Task details -
Among the entries below, find the lines that hold the word "green" and report them.

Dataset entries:
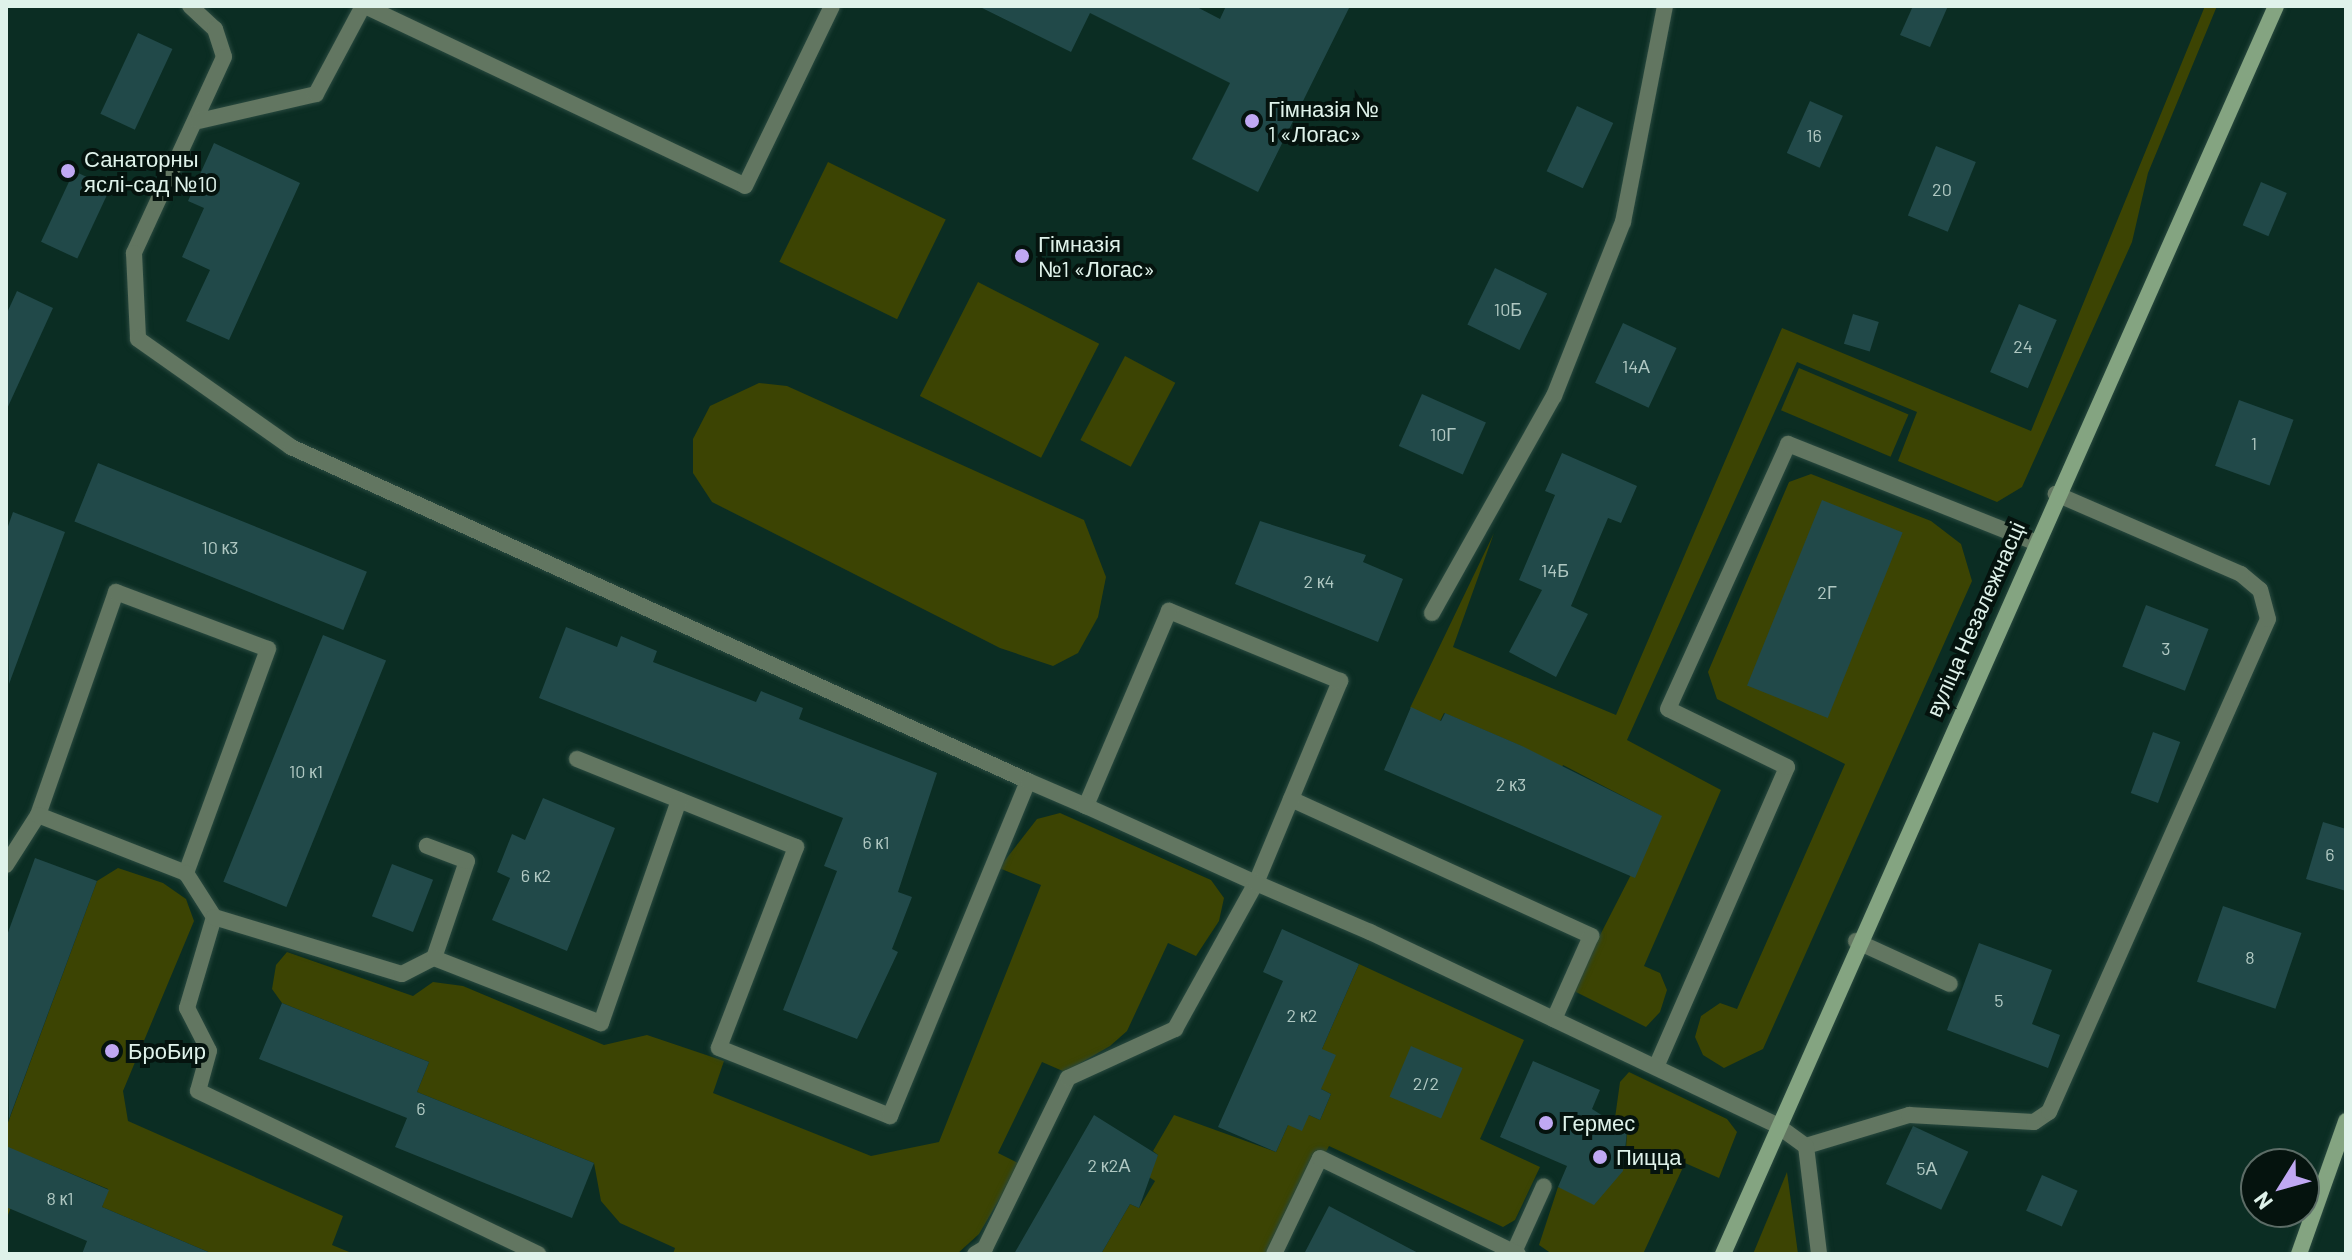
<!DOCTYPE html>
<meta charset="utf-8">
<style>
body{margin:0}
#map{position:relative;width:2352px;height:1260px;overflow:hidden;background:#0b2d23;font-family:Barlow,sans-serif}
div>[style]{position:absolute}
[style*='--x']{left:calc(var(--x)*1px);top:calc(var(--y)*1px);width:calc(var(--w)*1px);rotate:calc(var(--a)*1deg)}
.green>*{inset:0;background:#3c4403;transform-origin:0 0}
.building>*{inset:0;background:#214949;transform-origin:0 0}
.roads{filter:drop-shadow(0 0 2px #29493f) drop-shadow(0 0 2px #29493f)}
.lane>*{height:16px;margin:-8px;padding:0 8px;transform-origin:8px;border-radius:8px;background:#627661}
.secondary>*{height:16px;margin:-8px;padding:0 8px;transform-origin:8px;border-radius:8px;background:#84a481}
.dots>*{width:22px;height:22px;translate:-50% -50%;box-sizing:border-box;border:4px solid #05130e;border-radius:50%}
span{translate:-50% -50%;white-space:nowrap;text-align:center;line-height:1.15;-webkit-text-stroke:8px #05130e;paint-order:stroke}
.number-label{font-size:18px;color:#b0c8c2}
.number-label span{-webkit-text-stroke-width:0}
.poi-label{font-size:22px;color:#dff2ea}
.left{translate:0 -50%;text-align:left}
.street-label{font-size:22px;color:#dff2ea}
.frame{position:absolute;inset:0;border:8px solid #dff2ea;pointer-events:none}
.north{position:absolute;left:2240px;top:1148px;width:80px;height:80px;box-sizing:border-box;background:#05130e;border:2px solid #5c6c66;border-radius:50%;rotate:233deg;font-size:22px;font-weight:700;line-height:32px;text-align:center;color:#dff2ea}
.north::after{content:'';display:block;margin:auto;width:28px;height:36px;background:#c0a8f3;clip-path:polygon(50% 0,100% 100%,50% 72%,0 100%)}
</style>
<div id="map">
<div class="green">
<i style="clip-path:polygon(2205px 6px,2217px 6px,2148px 173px,2132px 242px,2022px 487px,1997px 502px,1898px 461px,1917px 412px,1797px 362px,1627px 740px,1721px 790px,1644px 966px,1660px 973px,1667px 990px,1660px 1012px,1646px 1027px,1572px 990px,1661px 816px,1563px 765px,1560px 772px,1521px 746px,1444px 713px,1440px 721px,1410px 708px,1494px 533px,1453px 647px,1616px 715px,1782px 328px,2031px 431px)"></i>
<i style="left:828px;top:162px;width:131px;height:111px;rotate:26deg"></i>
<i style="left:978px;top:282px;width:136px;height:128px;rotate:27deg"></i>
<i style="left:1125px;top:356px;width:57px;height:95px;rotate:28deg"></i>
<i style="left:1799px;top:368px;width:119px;height:46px;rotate:23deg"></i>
<i style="clip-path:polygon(759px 383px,787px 386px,1084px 520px,1106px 577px,1098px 617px,1078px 653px,1053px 666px,1000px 648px,712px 502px,693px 473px,693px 439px,710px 406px)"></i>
<i style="clip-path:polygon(1811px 474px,1931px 521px,1961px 544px,1972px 581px,1763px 1049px,1724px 1068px,1703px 1055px,1695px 1037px,1701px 1016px,1720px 1003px,1737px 1009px,1845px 764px,1717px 699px,1708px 672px,1789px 482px)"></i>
<i style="clip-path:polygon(1060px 813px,1211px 880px,1224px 898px,1219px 921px,1196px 956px,1168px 943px,1127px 1031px,1110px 1046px,1065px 1072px,1042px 1062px,998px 1153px,1020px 1164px,979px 1234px,957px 1254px,673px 1254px,675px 1248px,620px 1223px,601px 1201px,594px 1163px,417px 1092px,429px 1062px,282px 1003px,272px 989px,276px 965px,287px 952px,413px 996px,433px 982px,463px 986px,604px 1045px,647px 1035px,724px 1061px,713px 1093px,871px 1156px,939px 1142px,1041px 885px,999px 868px,1037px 819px)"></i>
<i style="clip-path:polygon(118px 868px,163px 883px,186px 899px,194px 921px,123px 1091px,128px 1121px,343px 1216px,332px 1245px,354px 1254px,213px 1254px,102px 1207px,108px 1189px,31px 1157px,6px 1220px,6px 1128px,97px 881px)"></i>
<i style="clip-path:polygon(1359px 964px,1524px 1040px,1480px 1139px,1540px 1167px,1515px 1220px,1503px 1227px,1329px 1146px,1274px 1254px,1101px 1254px,1130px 1204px,1139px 1208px,1155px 1181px,1146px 1175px,1158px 1155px,1153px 1151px,1174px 1115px,1276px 1152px,1288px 1125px,1309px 1115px,1320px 1120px,1331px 1094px,1321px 1089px,1322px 1049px)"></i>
<i style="clip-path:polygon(1629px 1072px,1727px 1119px,1737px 1132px,1719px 1178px,1685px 1163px,1643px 1254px,1552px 1254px,1539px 1245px,1558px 1187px,1596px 1198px,1625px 1165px,1627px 1132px,1615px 1118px,1620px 1082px)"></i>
<i style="clip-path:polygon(1787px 1172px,1798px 1254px,1753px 1254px)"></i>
</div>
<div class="building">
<i style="clip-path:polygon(978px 6px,1195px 6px,1220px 19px,1226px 6px,1350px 6px,1258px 192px,1192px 159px,1230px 83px,1090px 13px,1071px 52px)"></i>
<i style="clip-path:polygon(1913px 6px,1948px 6px,1930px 47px,1900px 35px)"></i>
<i style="left:138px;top:33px;width:38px;height:89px;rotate:25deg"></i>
<i style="left:1810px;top:101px;width:36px;height:57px;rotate:24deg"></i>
<i style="left:1577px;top:106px;width:40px;height:72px;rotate:25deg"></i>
<i style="clip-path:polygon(214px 143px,300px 183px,229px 340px,186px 321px,210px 270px,182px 257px,204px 208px,188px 201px)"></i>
<i style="left:1936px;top:146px;width:43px;height:75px;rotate:22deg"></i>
<i style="left:74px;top:171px;width:40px;height:78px;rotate:25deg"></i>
<i style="left:2261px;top:182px;width:28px;height:47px;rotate:23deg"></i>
<i style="left:1495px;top:268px;width:58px;height:63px;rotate:26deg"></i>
<i style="clip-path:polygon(17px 291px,53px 308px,6px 411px,6px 315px)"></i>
<i style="left:2019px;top:304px;width:41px;height:74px;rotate:23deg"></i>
<i style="left:1853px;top:314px;width:27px;height:31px;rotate:17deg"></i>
<i style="left:1623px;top:323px;width:59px;height:66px;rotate:25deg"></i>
<i style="left:1422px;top:394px;width:70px;height:57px;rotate:24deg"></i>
<i style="left:2239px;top:400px;width:58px;height:70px;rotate:20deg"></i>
<i style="clip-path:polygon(1562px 453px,1637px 486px,1621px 523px,1608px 518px,1571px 606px,1588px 614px,1556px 677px,1509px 652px,1542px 590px,1519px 580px,1555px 495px,1545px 491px)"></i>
<i style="left:98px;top:463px;width:290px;height:63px;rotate:22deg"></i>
<i style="left:1822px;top:500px;width:87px;height:200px;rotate:22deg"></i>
<i style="clip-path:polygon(13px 512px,65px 532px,9px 684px,6px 532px)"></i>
<i style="clip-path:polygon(1260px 521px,1366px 555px,1363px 562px,1403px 579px,1378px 642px,1235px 584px)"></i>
<i style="left:2146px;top:605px;width:67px;height:66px;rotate:21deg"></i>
<i style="clip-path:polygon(566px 627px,617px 647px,621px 636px,657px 651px,653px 662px,756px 702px,761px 691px,803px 708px,799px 719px,937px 773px,898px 892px,912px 897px,892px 949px,898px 952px,857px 1039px,783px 1010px,837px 871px,824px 866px,843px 818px,539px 698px)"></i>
<i style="left:323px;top:635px;width:68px;height:266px;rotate:22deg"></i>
<i style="clip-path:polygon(1411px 707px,1441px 721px,1445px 713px,1522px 746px,1662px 816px,1635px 878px,1384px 770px)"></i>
<i style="left:2153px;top:732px;width:29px;height:65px;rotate:20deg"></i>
<i style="clip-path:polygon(543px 798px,615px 828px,567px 951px,492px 920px,510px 878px,497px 872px,512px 834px,525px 840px)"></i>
<i style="clip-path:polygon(2323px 822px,2346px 829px,2346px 891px,2306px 879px)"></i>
<i style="clip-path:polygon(35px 858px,97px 881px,9px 1119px,6px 938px)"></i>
<i style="left:392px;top:864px;width:44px;height:56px;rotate:21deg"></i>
<i style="left:2223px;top:906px;width:83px;height:80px;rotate:19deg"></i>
<i style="clip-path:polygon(1282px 929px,1359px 964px,1322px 1049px,1336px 1055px,1321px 1089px,1331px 1094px,1320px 1120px,1309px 1115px,1302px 1131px,1288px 1125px,1276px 1152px,1218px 1127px,1283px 981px,1263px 972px)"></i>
<i style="clip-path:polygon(1979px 943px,2052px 970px,2032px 1024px,2060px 1035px,2048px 1068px,1947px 1030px)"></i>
<i style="clip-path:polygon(282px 1003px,429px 1062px,417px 1092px,594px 1163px,572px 1218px,395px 1147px,407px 1118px,259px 1059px)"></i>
<i style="left:1411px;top:1046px;width:56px;height:55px;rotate:23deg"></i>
<i style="clip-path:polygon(1533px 1061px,1600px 1090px,1592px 1109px,1627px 1131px,1623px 1171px,1594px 1205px,1558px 1187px,1567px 1166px,1500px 1137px)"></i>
<i style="clip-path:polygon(1094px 1115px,1158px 1155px,1139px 1208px,1130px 1204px,1101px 1254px,1014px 1254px)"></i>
<i style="left:1913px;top:1126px;width:61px;height:64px;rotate:25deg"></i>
<i style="clip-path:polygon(6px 1146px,109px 1190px,102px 1207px,213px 1254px,82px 1254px,87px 1241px,6px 1207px)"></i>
<i style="left:2042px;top:1175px;width:39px;height:39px;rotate:24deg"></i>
<i style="clip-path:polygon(1329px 1206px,1420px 1254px,1304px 1254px)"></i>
</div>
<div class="roads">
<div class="lane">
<i style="--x:190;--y:6;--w:34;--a:43"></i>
<i style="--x:215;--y:29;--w:29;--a:72"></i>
<i style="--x:224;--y:57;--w:216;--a:114.7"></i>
<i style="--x:134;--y:253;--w:86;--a:87.3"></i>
<i style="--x:138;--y:339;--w:187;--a:35.2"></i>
<i style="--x:291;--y:447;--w:809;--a:24.38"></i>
<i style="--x:365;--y:6;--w:420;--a:25.3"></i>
<i style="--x:745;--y:186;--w:200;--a:-64.2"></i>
<i style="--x:199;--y:121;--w:120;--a:-13"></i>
<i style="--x:316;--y:94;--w:100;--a:-61.9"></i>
<i style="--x:1432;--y:613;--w:249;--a:-60.7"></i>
<i style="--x:1554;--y:396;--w:187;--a:-68.4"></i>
<i style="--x:1623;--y:222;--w:220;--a:-79"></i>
<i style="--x:577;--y:759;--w:236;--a:21.9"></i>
<i style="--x:796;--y:847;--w:215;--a:111"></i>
<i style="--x:719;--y:1048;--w:184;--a:21.7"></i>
<i style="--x:890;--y:1116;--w:362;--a:-67.6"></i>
<i style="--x:1028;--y:781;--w:63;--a:23.3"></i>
<i style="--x:1291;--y:799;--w:330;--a:24.5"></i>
<i style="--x:1591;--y:936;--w:91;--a:114"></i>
<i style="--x:38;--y:815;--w:236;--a:-70.7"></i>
<i style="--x:116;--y:592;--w:162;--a:20.6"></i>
<i style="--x:268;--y:649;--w:239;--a:110.1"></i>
<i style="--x:6;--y:865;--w:59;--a:-57.4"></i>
<i style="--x:38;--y:815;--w:159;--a:21.4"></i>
<i style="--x:186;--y:873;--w:52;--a:57.5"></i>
<i style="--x:214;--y:917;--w:95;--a:106.5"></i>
<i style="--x:187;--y:1008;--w:48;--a:62.9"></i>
<i style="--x:209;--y:1051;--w:41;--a:105.4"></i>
<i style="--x:198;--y:1091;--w:377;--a:25.6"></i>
<i style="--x:214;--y:917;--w:196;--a:16.9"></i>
<i style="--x:402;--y:974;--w:36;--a:-27"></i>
<i style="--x:434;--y:958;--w:102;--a:-71.2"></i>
<i style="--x:467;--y:861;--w:43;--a:-159.4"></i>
<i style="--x:1856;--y:941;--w:103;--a:24.6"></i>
<i style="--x:434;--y:958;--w:179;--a:21.3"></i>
<i style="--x:601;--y:1023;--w:236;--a:-70.7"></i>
<i style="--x:1656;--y:1067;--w:327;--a:-66.4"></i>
<i style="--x:1787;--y:767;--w:132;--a:-154"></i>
<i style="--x:1668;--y:709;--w:291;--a:-65.6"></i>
<i style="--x:1788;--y:444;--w:265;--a:21.7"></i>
<i style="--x:1806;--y:1146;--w:108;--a:-16.8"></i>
<i style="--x:1909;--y:1115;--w:125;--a:3.2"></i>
<i style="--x:2034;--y:1122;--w:18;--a:-34"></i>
<i style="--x:2049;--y:1112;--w:539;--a:-66.05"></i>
<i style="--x:2268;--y:619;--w:30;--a:-105"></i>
<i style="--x:2260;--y:590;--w:25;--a:-140"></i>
<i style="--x:2241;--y:574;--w:202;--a:-156.6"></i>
<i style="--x:1514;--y:1252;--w:72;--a:-65.6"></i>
<i style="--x:975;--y:1254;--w:12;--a:-31"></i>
<i style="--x:985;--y:1248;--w:189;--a:-64"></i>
<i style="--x:1068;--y:1078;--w:118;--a:-24.6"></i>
<i style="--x:1175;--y:1029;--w:167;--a:-61"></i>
<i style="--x:1256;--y:883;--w:219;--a:-67.4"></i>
<i style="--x:1340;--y:681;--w:185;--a:-157.7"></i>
<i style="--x:1169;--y:611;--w:212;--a:113.1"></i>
<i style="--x:1086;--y:806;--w:187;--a:24.4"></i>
<i style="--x:1256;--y:883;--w:124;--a:23.3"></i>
<i style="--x:1370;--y:932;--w:452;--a:25.4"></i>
<i style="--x:1778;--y:1126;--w:34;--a:36"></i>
<i style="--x:1806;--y:1146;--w:109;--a:83.1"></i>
<i style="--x:1274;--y:1254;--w:106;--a:-64.4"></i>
<i style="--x:1320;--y:1158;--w:220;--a:25.9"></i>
</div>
<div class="secondary">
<i style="--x:1723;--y:1254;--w:1365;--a:-66.1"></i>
<i style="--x:2299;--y:1254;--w:141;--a:-70.5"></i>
</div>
</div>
<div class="dots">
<i style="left:1252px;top:121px;background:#c0a8f3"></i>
<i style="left:68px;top:171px;background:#c0a8f3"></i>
<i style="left:1022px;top:256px;background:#c0a8f3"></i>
<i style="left:112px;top:1051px;background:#c0a8f3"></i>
<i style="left:1546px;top:1123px;background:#c0a8f3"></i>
<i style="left:1600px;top:1157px;background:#c0a8f3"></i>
</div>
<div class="number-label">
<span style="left:1814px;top:135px">16</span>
<span style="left:1942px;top:189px">20</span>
<span style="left:1508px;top:309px">10Б</span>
<span style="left:2023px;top:346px">24</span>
<span style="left:1636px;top:366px">14А</span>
<span style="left:1443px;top:434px">10Г</span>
<span style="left:2254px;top:443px">1</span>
<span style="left:220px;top:547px">10 к3</span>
<span style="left:1555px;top:570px">14Б</span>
<span style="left:1319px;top:581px">2 к4</span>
<span style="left:1827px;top:592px">2Г</span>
<span style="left:2166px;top:648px">3</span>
<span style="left:306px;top:771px">10 к1</span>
<span style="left:1511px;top:784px">2 к3</span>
<span style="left:876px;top:842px">6 к1</span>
<span style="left:2330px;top:854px">6</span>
<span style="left:536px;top:875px">6 к2</span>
<span style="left:2250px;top:957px">8</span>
<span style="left:1999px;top:1000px">5</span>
<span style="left:1302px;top:1015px">2 к2</span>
<span style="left:1426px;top:1083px">2/2</span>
<span style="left:421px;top:1108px">6</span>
<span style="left:1109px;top:1165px">2 к2А</span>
<span style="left:1927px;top:1168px">5А</span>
<span style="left:60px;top:1198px">8 к1</span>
</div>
<div class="poi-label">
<span class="left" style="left:1268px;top:121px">Гімназія №<br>1 «Логас»</span>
<span class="left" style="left:84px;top:171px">Санаторны<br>яслі-сад №10</span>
<span class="left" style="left:1038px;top:256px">Гімназія<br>№1 «Логас»</span>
<span class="left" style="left:128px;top:1051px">БроБир</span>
<span class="left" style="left:1562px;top:1123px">Гермес</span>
<span class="left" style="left:1616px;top:1157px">Пицца</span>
</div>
<div class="street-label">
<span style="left:1975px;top:619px;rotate:-66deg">вуліца Незалежнасці</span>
</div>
<div class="frame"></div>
<div class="north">N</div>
</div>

Output -
.green>*{inset:0;background:#3c4403;transform-origin:0 0}
<div class="green">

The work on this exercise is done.